*WHAT THE TASK REQUIRES*: The response must be made up of the lines in the entries below that contain "white".

Saved entries
----------------------------------------

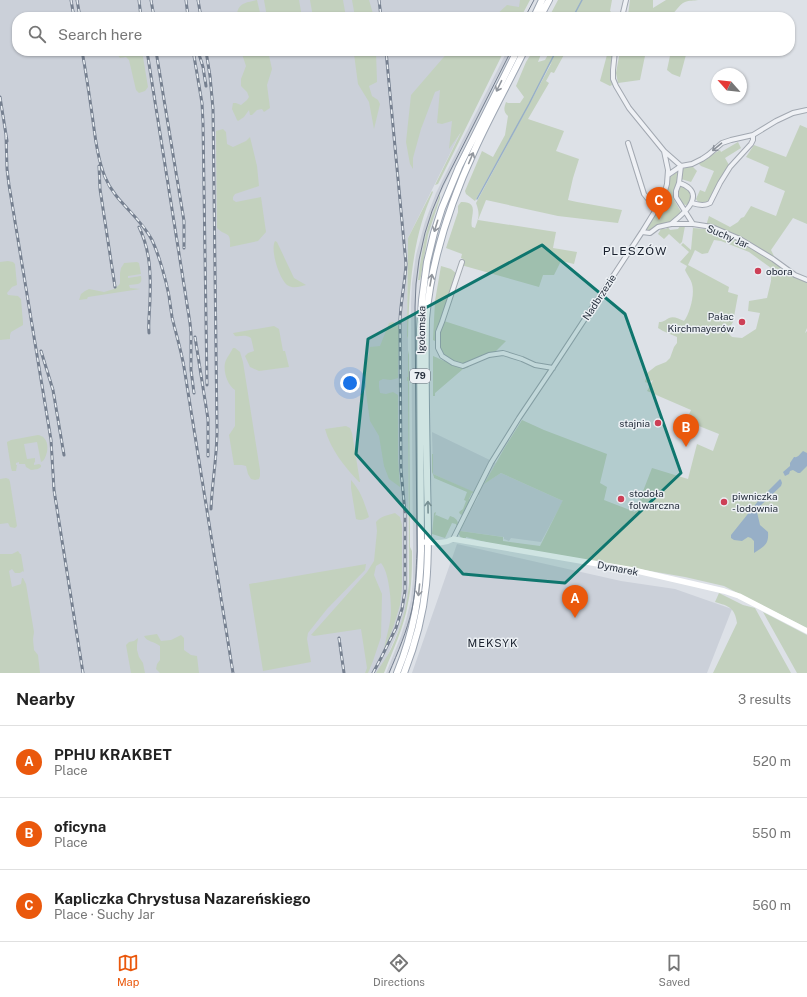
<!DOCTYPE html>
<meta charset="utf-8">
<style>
:root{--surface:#fff;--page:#f6f6f6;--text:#222;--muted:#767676;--line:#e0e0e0;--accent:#ea580c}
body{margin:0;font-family:"Public Sans",sans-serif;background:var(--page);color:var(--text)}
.compass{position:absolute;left:711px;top:68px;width:36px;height:36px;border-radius:50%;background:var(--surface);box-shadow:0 1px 3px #0004;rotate:297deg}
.you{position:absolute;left:350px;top:383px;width:14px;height:14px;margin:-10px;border:3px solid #fff;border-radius:50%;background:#1a73e8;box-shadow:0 0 0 6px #1a73e833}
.badge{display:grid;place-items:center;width:26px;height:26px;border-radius:50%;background:var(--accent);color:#fff;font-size:13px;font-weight:700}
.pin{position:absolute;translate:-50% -33px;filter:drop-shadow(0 1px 2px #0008)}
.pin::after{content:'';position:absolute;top:21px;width:14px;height:12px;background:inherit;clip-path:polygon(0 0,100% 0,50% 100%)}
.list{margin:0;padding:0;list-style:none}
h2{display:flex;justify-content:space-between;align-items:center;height:52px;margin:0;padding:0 16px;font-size:17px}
h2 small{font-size:13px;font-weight:400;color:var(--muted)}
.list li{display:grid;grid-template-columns:26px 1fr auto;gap:12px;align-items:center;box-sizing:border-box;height:72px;padding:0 16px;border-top:1px solid var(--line)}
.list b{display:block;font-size:15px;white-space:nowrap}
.list p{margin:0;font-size:13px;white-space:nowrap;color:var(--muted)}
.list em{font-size:13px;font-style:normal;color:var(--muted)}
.icon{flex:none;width:22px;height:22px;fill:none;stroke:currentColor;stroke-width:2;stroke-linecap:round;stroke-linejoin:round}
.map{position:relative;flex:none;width:807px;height:673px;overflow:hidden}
.search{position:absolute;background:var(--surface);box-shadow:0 1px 3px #0004;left:12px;right:12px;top:12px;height:44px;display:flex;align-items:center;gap:10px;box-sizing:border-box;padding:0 14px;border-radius:16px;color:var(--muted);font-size:15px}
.sheet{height:268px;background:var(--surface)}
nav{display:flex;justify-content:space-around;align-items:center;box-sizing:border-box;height:56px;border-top:1px solid var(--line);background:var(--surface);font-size:11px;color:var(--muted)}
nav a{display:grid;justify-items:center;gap:2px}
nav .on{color:var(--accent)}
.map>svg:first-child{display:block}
.built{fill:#cbd0d9}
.green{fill:#c3d1be;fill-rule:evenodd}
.water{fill:#97afc7}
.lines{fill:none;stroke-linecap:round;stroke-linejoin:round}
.stream{stroke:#97afc7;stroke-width:1.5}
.street-casing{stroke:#a2a8b1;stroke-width:6}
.primary-casing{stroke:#9ca5b2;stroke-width:8}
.street{stroke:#eff1f5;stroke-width:4}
.secondary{stroke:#fff;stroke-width:5.5}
.primary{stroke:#fff;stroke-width:6}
.tram{stroke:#768090;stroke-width:1}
.rail-casing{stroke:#768090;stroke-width:3}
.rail{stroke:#ecf0f4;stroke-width:1.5;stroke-dasharray:4.5;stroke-linecap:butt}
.oneway{stroke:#92979e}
.oneway2{stroke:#8a9099}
.marked{fill:#0f766e;fill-opacity:0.2;stroke:#0f766e;stroke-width:3;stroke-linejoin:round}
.poi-dot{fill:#cd4057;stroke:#ecf0f4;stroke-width:1.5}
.labels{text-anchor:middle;stroke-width:3;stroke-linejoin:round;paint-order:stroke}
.shield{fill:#ecf0f4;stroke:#616974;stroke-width:1}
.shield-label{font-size:9px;font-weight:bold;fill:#262f3d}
.street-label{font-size:10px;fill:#262f3d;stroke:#ecf0f4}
.poi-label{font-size:10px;fill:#262f3d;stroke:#ecf0f4;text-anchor:start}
.neighbourhood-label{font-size:11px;letter-spacing:1px;fill:#19202e;stroke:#ecf0f4}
.quarter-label{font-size:12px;letter-spacing:1px;fill:#19202e;stroke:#ecf0f4}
</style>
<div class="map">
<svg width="807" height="673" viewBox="0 0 807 673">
<rect width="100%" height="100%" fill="#dde1e7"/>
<path class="built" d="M0 0H527L518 17H17V51H501L408 238 407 336 408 339V377L407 381H408V594L406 607 402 622 380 673H0Z
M507 51H512L440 194 428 226 421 255 416 291V311L418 569 417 583 413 613 407 631 390 673H386L401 636 406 620 411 600 413 579V549L411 303 412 283 416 255 425 222 436 193Z
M432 432 496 463 485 483 501 473 563 501 541 542 511 538 509 541 504 539V537L460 531 479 495 433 474Z
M457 544 621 581 675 589 732 609 707 673H412Z"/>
<path class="green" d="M257 0 261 17H237C237 3 245 3 257 0Z
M264 0H299L302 17H267Z
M310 0H343L346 17H313Z
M352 0H369L374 17H355Z
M520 0H530L521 17H494L507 5 519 7Z
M558 0H612L610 11 617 17C608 15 599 13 591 17H570V16L568 17H549Z
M630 0H653V8L666 0H698C694 1 689 0 685 2 678 5 676 13 669 16 663 19 635 17 628 15Z
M115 51H142L148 87 145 91 139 93 136 90 129 60 126 57 120 58Z
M241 51H268L272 69 267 85 270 108 264 112 262 109 257 110 252 115H250L249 110 244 117 238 121 237 120 232 109 233 103H236L241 105 247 100 249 97 247 92 241 86V79L246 66Z
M357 51H376L377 82 369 86 372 96 378 100 380 104 374 129 369 102 358 84 354 54Z
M449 51H504L438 184 435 185 461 132 449 149 452 121 442 124 437 123 440 90 435 92 421 129 413 158V169L410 164 406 142 411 95Z
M533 51H536L541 54 538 62 545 60 550 51H566L554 73 551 72 546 81 549 83 528 119 564 131 556 151 579 159 573 178 568 200 577 202 622 210 618 223 558 216 486 200 478 220 556 232 553 248 577 252 574 264 561 261 554 275H543L539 287 461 265 463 259 461 258 462 254 446 248 458 212V206L461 202C481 201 469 218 472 227L475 228C479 217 480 214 476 203L552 62 547 68 528 106 475 201 466 194 465 191 482 151 493 157 505 135 508 116C503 111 504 108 506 102L508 103H520L524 97 516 86 526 62Z
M608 51H613L610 69 612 85 610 86 600 81Z
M620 51H646L640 80 618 83 616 73Z
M671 51H687L680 77 672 74 667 70Z
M800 125 807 128V224L793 218 771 250C779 268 789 274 807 282V328L805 333 807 331V628L724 586 685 577 493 544 466 537V538C462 538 460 538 459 534L460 531 503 537V541L540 546 563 500V501L501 473 484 484 505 447 522 420 544 430 607 454 600 483 607 487 604 500 635 512 652 468 688 479 697 444 713 451 719 434 694 424 693 426 685 423 691 410 647 391 653 380 648 383 645 382 647 373 656 366 666 362 670 358 674 347 677 343V337L663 331 658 328 659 322C664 322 665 320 669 318 674 316 679 319 684 321 690 313 695 294 692 284 691 279 687 275 685 270L687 266 680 262 689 252 681 245 683 243 691 250 693 228 705 229 709 216 730 227 738 222 741 218 744 217 751 206 776 216 785 191 764 182 769 167 746 157 754 145 786 157ZM714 240 721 241 749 252 771 268V281L767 298 749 301 748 311 760 313 756 329 742 338 732 337 728 333 729 328 733 322 738 295 728 292 729 287 688 265 695 250 702 254 708 253Z
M223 129 226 132 227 144 233 147 246 141 250 137 257 166 259 186 235 194 233 197V200L236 202 261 197 266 232 258 241 230 247C231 230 226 237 217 228L216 131Z
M738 142 741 148 725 158 729 165 725 170 726 171 710 201 706 204 699 203 696 199 700 190 705 192 714 171 701 166 699 164 700 162 720 150 721 152Z
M689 166 693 167 697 171 691 182 681 179 683 169Z
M677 172 679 173 678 180 673 198 681 212 669 223 648 232 645 231C655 215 669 198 669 178Z
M680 186C691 186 694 198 687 205 678 204 675 193 680 186Z
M432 191 433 192C412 238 409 289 408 339L407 336 408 238Z
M440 194V198L428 235 421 276 420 280H418C420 262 423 244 428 227 431 216 437 205 440 194Z
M680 226H685L682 242 680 244 669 234 664 239 658 234 661 229H666L668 227 670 230 678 229Z
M275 241 277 242 294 278 306 285C299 287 293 289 287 285 279 278 270 250 275 241Z
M8 261 13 262 15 264 17 285 12 287 7 293 8 295 18 296 21 299 23 323V325L11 332 10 335V339L0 340V262Z
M137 262 139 263 141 274 128 276V278L141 276C143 286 137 284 129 285L130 288 140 289 88 297 87 299 79 300 81 294 85 291 89 289 104 292 114 289 119 285 120 283V273L121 268 123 265 124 263Z
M441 266 451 269 457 274 442 320 436 330 435 341 433 340 435 301Z
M444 321 506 341 496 351V352L464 365C447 360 439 356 440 337 441 331 442 326 444 321Z
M393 322 399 326 398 378 391 380 383 379 379 381V387L380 393 386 394 393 392 398 395V459L400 487 389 479 384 466 379 436 370 421 363 372 364 363 368 358 369 354 370 347 380 346 389 323Z
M274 326 279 329 283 351H285L289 367 259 371 250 367 245 356 248 353 254 351 251 338C244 334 242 337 235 336L233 333Z
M233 348H235L240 352 243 362 260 470V476L259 479 255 480 251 479 248 474 246 466 242 465H234L229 435 235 426V390C227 385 222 369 226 360 228 356 231 352 233 348Z
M408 350 409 355 410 547 412 551C412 568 412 586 408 603 404 627 393 650 384 673H376C381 665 387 657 391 649 401 627 407 607 409 583L408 381H407V377H408Z
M433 356C445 361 457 368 469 367L463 369 435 393V396H433Z
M346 426 350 428 352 433 360 482H359C344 466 331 450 325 429Z
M38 435C41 436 43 436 44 438 50 444 47 456 43 461L41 462 37 442 24 444 27 459 35 458V462L34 463V465L39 464 41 465V467L38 469 31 470 26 467 25 464H19V462L16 463V465H17L16 471H12L11 468 7 443V442L11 440Z
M432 454H433V474L474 492 473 493H472L469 499 470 500 463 513 462 515 460 514 459 512 463 509 466 501 464 500 467 492 434 478V477L432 472Z
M6 478 9 479 10 482 17 526 15 528 10 527 8 523 0 524V479Z
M351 480C362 493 364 502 369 517 364 520 361 521 356 519L351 488Z
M436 512 435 516 436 515 448 520 450 516C454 517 457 519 458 523L456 526V524L452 523 445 538 432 534 434 513Z
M395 513 400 517 402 525V588L400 605 394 625 390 636 384 649C386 637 391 623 391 611 391 599 389 572 381 563L376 566 374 575 382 594 381 637 373 661 368 673H365L367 668 361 629 314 636 311 635 367 572 374 561 377 531 376 522C381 516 388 515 395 513Z
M18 551 20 554H21L24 572 23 571 20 573H15L12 569 9 571 12 587 21 584 22 578H23L26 584 34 632 33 639 34 650 38 655 40 673H0V554H12Z
M366 564 365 570 327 609 308 633 307 639 311 662 263 671 249 584Z
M719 593 743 605 755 608 791 673H713L737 623C735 608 729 606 715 602Z
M763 612 807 635V673H797Z
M157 634 161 641 171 640 181 635 184 638V650L191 655 197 656 199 673H160L156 669 157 664 160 660V646C154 641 147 642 144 636Z
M138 638 137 645V650L139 657 143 663 145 673H131L126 645 129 642 134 641Z"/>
<path class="water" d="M803 451 807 453V466L800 473H798L793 470 790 471 789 474 785 476 783 472 790 466V463L794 457C798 458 800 454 803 451Z
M780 479 781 480 782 483 781 486 758 508 757 512 760 525 768 532C769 545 764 546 754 553V541L751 538 748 537 742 541 734 540 731 538V535L759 500Z"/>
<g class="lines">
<path class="stream" d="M573 17 582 0
M477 199 529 104 556 51"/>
<defs>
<path id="street" d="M622 17 626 0
M628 143 644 194 656 209
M664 151 681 166 679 183C683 184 687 186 690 189 701 201 679 217 671 224
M668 175 681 166 692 164 702 159 708 155 722 143 731 140 753 135 776 121 793 113 807 110
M679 183 676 191V197L693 224
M692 203C698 205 705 206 710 203L720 183 730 167 751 144 753 140V135
M642 232 650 233 658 227 671 224H693L712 227 740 239 773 259 795 275 807 280
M462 262 442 322 438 332V348L442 356 453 363 463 366 489 355 503 353 522 359 535 365 553 368
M453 539 491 463 519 418 552 369 642 232 663 198 667 184 668 170 664 151 629 108 616 86 613 79V70L615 51"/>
<path id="primary" d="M534 17 542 0
M540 17 549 0
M397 673C414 631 420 596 421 551L420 329 422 300 427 262 434 233 442 208 459 167 517 51
M404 673C415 645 423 615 426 585 430 547 427 509 427 470 426 420 425 369 426 319 431 260 450 203 475 149 490 116 508 84 524 51"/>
</defs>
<use href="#street" class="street-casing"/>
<use href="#primary" class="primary-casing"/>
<use href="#street" class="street"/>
<path class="secondary" d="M421 542C432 542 443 545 453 539L633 570 724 591 739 596 807 631"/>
<use href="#primary" class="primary"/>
<path class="tram" d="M525 17 534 0
M389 673C398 652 407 631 412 609 416 590 416 571 417 551L415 307 416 284 419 260 425 233 432 211 443 185 511 51"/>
<defs>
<path id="rail" d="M71 0 74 17
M77 0 80 17
M139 0 141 17
M151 0 154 17
M186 0 188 17
M198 0 201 17
M379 0 381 17
M82 51C86 72 89 93 92 114 95 135 97 157 105 177 115 202 140 216 152 240 159 255 166 280 169 296 170 303 171 310 172 317 176 334 181 350 184 367L233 673
M147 51 190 323 191 333V370L194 393
M156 51 184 221V248
M198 51 203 67 206 86
M206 51 210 76 213 109 217 430C217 457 212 483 211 509
M194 56 202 103 203 123 207 385
M0 97 7 141
M6 135 7 169 9 185 51 440 54 490 83 673
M99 166 100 189 115 287
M139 227C150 250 151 273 150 298 150 310 148 321 149 333
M195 337 208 419V456
M41 351 53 390 64 455
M339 638 344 673
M373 673 381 658 396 628 402 609 405 591V513L401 470 400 319C401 300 405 282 406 264L386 51"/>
</defs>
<use href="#rail" class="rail-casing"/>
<use href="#rail" class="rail"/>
</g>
<defs><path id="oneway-shaft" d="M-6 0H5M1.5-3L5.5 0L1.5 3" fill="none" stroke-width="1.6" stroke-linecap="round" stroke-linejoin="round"/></defs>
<g class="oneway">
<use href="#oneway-shaft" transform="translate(499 86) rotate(116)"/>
<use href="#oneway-shaft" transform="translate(471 158) rotate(-67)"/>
<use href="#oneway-shaft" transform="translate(436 226) rotate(107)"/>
<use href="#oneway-shaft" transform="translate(431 280) rotate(-80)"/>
<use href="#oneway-shaft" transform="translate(428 507) rotate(-91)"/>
<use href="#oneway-shaft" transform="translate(419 590) rotate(96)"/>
</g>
<use class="oneway2" href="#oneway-shaft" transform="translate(717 147) rotate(140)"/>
<path class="marked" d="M542 245 625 314 681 473 565 583 463 574 356 454 368 339Z"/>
<g class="poi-dot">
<circle cx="758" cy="271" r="4"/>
<circle cx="742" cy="322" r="4"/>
<circle cx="658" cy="423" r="4"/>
<circle cx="621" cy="499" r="4"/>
<circle cx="724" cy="502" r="4"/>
</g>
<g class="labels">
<rect class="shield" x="410" y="369" width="20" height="14" rx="3"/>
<g class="shield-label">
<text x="420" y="379">79</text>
</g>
<g class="street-label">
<text transform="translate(728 236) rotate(23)" y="4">Suchy Jar</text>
<text transform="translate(599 297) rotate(-57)" y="4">Nadbrzezie</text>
<text transform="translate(421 330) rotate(-89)" y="4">Igołomska</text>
<text transform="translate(618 568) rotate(11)" y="4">Dymarek</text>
</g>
<g class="poi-label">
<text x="766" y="275">obora</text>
<text x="734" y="320" text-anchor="end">Pałac<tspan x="734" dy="12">Kirchmayerów</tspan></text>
<text x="650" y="427" text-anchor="end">stajnia</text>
<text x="629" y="497">stodoła<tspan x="629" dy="12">folwarczna</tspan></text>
<text x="732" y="500">piwniczka<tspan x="732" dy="12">- lodownia</tspan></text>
</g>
<g class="neighbourhood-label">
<text x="493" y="647">MEKSYK</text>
</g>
<g class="quarter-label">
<text x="635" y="255">PLESZÓW</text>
</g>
</g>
</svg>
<svg class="compass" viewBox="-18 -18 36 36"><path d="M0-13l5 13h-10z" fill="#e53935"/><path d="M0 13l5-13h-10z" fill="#767676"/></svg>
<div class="you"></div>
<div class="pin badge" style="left:575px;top:618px">A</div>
<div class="pin badge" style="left:686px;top:447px">B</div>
<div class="pin badge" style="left:659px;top:220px">C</div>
<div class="search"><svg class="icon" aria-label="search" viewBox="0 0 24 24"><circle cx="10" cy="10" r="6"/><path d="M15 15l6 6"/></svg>Search here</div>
</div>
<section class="sheet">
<h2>Nearby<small>3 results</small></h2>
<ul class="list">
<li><span class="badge">A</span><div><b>PPHU KRAKBET</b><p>Place</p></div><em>520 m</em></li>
<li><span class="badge">B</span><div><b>oficyna</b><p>Place</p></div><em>550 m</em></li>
<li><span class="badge">C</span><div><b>Kapliczka Chrystusa Nazareńskiego</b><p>Place · Suchy Jar</p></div><em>560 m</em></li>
</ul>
</section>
<nav>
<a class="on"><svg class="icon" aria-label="map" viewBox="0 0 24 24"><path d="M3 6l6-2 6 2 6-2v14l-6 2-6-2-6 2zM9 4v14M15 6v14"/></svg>Map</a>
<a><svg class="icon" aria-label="directions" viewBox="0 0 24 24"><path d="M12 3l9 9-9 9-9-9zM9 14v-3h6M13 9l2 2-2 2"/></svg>Directions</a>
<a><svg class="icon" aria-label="saved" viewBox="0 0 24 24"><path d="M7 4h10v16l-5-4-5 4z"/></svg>Saved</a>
</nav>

----------------------------------------

*REPLY TO THE EXERCISE*:
.list b{display:block;font-size:15px;white-space:nowrap}
.list p{margin:0;font-size:13px;white-space:nowrap;color:var(--muted)}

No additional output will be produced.